U.S. Supreme Court to Decide: Will Patent Infringers Continue to be Routinely Enjoined?
The U.S. Supreme Court has agreed to consider whether a permanent injunction should ordinarily issue after a patent is found valid and infringed. A decision in the case — eBay Inc. et al. v. MercExchange, L.L.C. — is expected by July 2006.
At trial, a jury ruled for MercExchange, holding that eBay and its subsidiary, Half.com, infringed two patents; but the trial court refused MercExchange's request for a permanent injunction against the infringers. The trial court based its refusal on what it called a growing concern over the issuance of business-method patents; concerns that design-arounds by the infringers could result in repeated questions about whether infringement was continuing; public statements that MercExchange was willing to license its patents; and MercExchange's failure to ask for a preliminary injunction. Rejecting these bases on appeal, the Court of Appeals for the Federal Circuit upheld the validity and infringement of one of MercExchange's patents, but ruled that the trial court's denial of the injunction was improper because of the general rule that, absent exceptional circumstances such as issues of public health or safety, courts will issue permanent injunctions against adjudged infringers.

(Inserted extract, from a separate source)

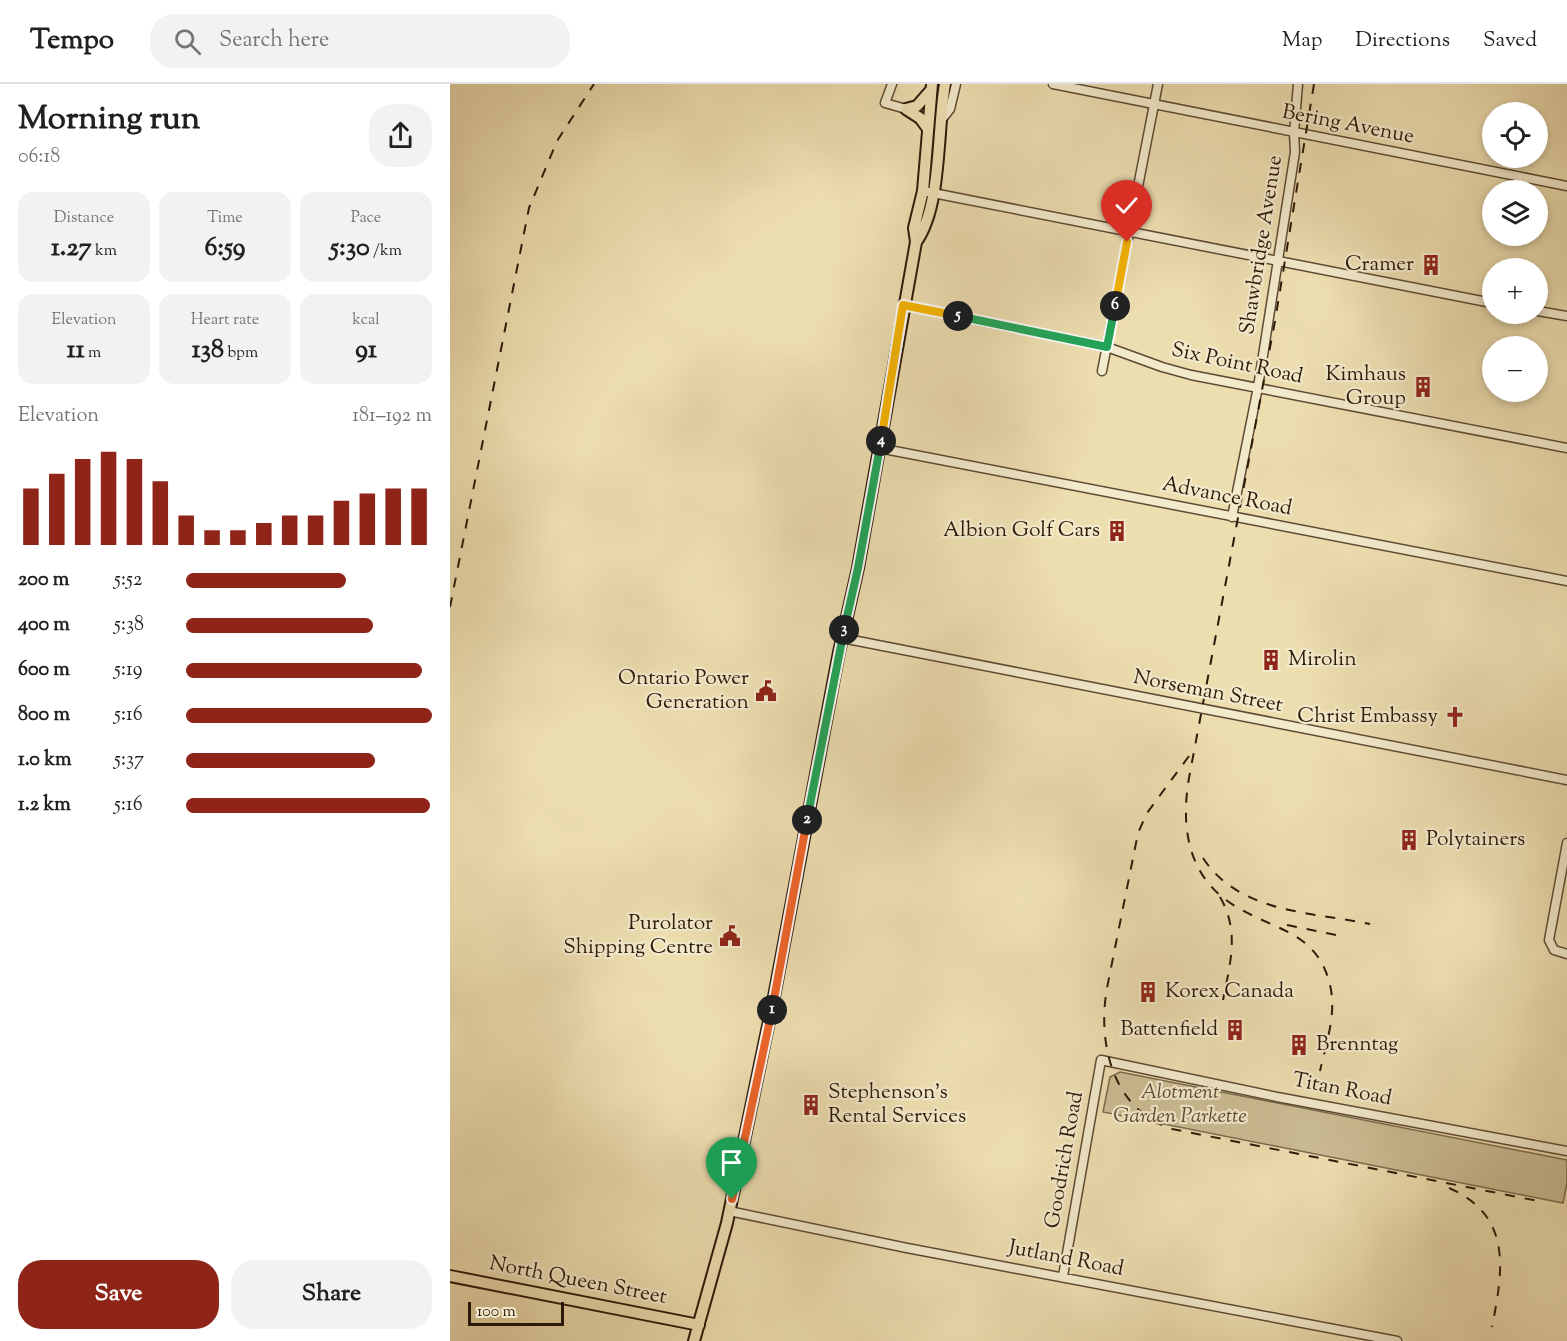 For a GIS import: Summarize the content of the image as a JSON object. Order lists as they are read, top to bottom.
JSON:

eBay petitioned the U.S. Supreme Court to review the question whether the general rule in patent cases is proper, arguing that it is contrary to the applicable statute and to standards usually applied in other areas of law when an injunction is sought. On November 28, 2005 the Supreme Court not only granted eBay's petition on the question it presented, the Court also took the unusual step of posing as an additional question whether one of its earlier decisions on injunctions in patent cases — the nearly 100-year-old case of Continental Paper Bag Co. v. Eastern Paper Bag Co. — should be reconsidered.

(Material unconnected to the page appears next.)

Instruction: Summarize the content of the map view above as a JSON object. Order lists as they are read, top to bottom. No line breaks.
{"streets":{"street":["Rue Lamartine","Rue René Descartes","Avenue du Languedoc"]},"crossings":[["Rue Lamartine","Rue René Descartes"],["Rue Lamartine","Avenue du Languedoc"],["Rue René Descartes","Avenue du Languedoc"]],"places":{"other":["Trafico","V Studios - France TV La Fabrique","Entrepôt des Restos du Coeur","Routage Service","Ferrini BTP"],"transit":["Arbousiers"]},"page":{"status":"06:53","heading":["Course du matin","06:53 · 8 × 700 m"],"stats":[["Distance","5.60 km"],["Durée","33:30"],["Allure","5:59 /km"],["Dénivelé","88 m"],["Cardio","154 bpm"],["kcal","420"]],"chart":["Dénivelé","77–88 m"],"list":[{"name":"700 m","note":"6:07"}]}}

Of course, should the U.S. Supreme Court do away with the long-recognized rule that permanent injunctions will usually be entered against adjudged infringers, patent enforcement in the U.S. could be seriously affected. A number of friend-of-the-court briefs had already been filed while the petition for review was pending, and this will likely be repeated now that the Supreme Court has agreed to take a case that U.S. patent lawyers will be watching very closely.